Research Assistant Professor, Northwestern University
2006-2007
Academic Professional Associate, University of Georgia
2001-2006
Postdoctoral Research Associate, Arizona State University
1999-2001
Humboldt fellowship, Juelich Research Center, Juelich, Germany
1998-1999
Postdoctoral Researcher, Ecole des Mines de Nancy, Nancy, France
1993-1998
Ph.D., Beijing Laboratory of Electron Microscopy, Chinese Academy of Sciences, Beijing, China; and the Department of Materials Science and Engineering, Dalian University of Technology, Dalian, China
Dr. Wu got his Ph.D. in the department of materials science and engineering, Dalian University of Technology, while the most of the experiments were conducted at Beijing Laboratory of Electron Microscope (from 1993-1998, under supervision of Prof. K.H. Kuo). His Ph.D. project was to study structure of quasicrystals and their crystalline approximants by means of transmission electron microscopy. In 1998, He took his first postdoctoral position at the Ecole des Mines de Nancy in France, working with Prof. J.M. Dubois on the deformed surface of quasicrystals. From 1999-2001, he worked at Ernst Ruska-Centre for Microscopy and Spectroscopy with Electrons (http://www.er-c.org/centre.htm) at Juelich Germany, supported by Homboldt foundation and hosted by Prof. K. Urban. He worked on structure of oxides thin films interfaces by means of high electron microscopy. In 2001, he moved to Arizona State University and joined Prof. John Spence's group working on quantitative electron diffraction, methods to solve phase problem for electron diffraction, convergent electron diffraction and electron diffractive imaging. In 2006-2007, He took an Academic Professional Associate at the university of Georgia with the duties of facility maintenance, users traning, teaching and research. In the summer 2007, he moved to the Northwestern university working with Prof. Dravid. The main research topics are electron diffraction, diffractive imaging and cryo-TEM.

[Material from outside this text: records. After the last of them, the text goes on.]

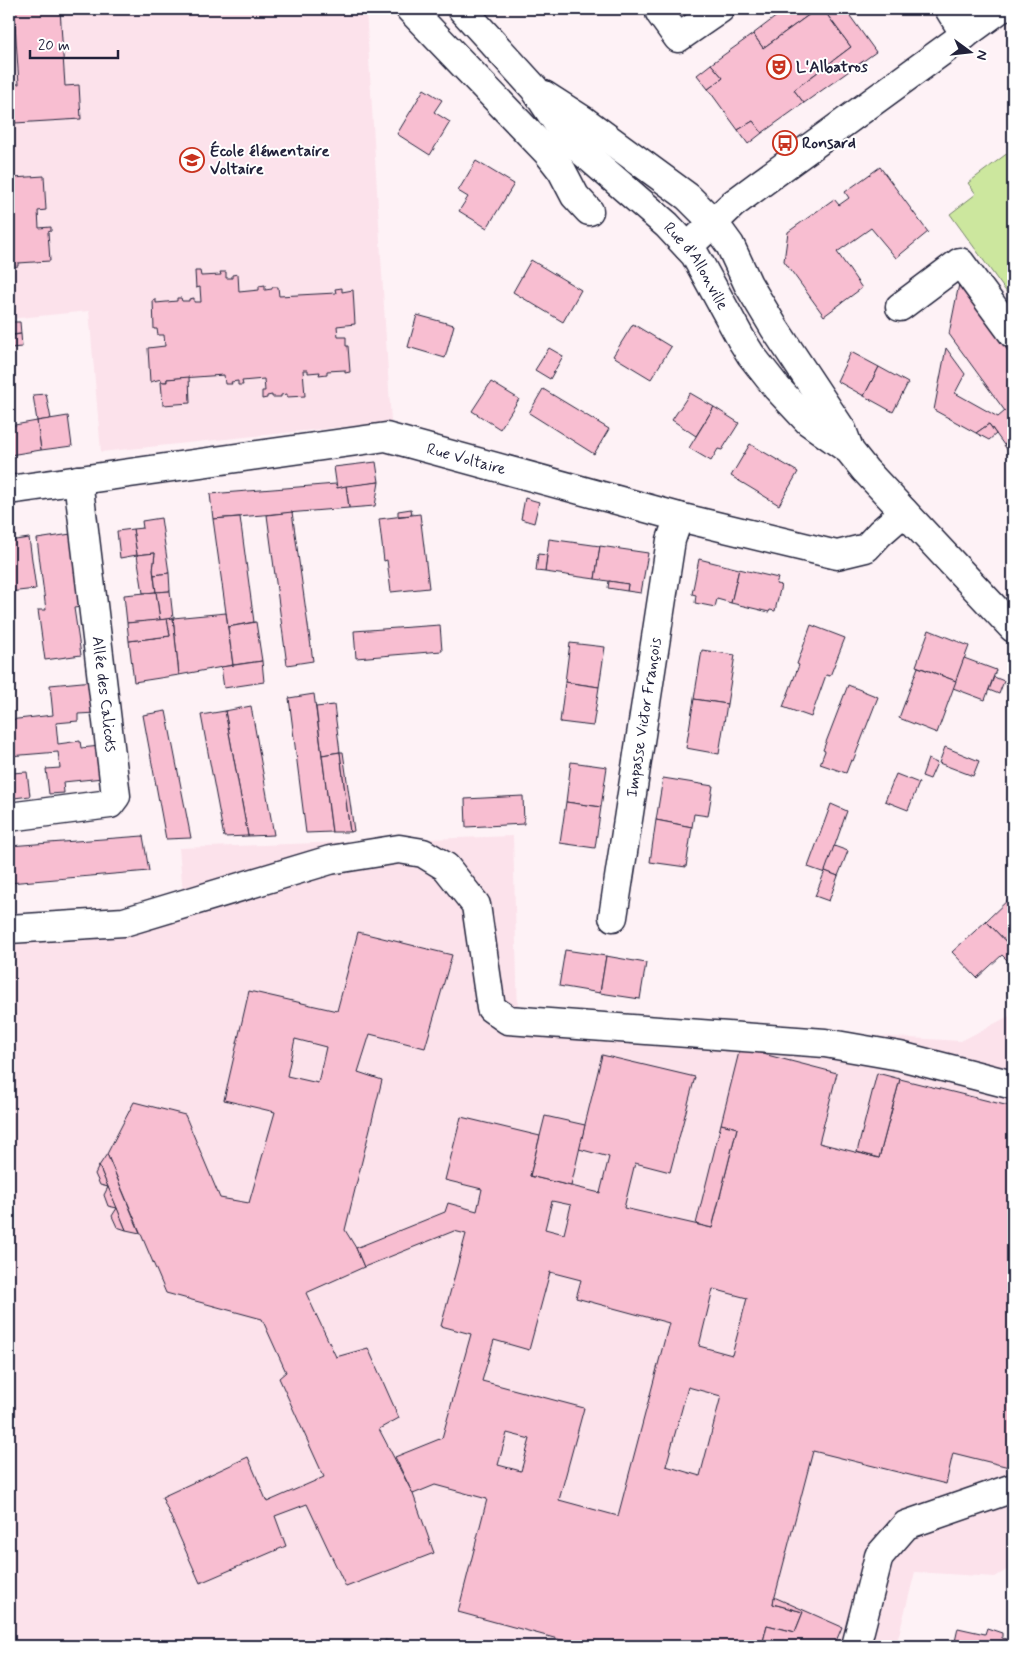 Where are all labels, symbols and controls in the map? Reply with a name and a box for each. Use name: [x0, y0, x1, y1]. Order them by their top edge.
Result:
scale bar: [30, 28, 118, 60]
north arrow: [944, 28, 994, 78]
text: 20 m: [38, 36, 70, 56]
text: N: [972, 48, 991, 62]
theatre icon: L'Albatros: [766, 54, 792, 80]
place label: L'Albatros: [796, 57, 869, 78]
bus stop icon: Ronsard: [772, 130, 798, 156]
place label: Ronsard: [802, 133, 856, 154]
place label: École élémentaire Voltaire: [210, 140, 330, 180]
school or university icon: École élémentaire Voltaire: [179, 147, 205, 173]
street label: Rue d'Allonville: [659, 218, 734, 314]
street label: Rue Voltaire: [424, 438, 509, 480]
street label: Allée des Calicots: [86, 635, 122, 753]
street label: Impasse Victor François: [621, 636, 666, 799]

Research Objective(s) and Approach
Diffractive imaging of nanoparticles
Development of new algorithm to solve phase problem of electron diffraction: modified iterative algorithm combined the Oszlnáyi and Süto charge-flipping and Fienup's error-reduction to reconstruct the nano-structure.
Reconstruct ion of the atomic-resolution complex image (exit-face wavefunction) of nano-particles consisting of multiple domains from the combination of their electron microdiffraction patterns and high-resolution electron images. The method has the advantage that the reconstructed exit-face wave function is free of the aberrations of the objective lens normally used in the electron microscope, while resolution is extended to limited only by thermal vibration and noise in recording the diffraction pattern.
Results
Developed a novel algorithm to solve structure of nanocrystals from their powder diffraction pattern.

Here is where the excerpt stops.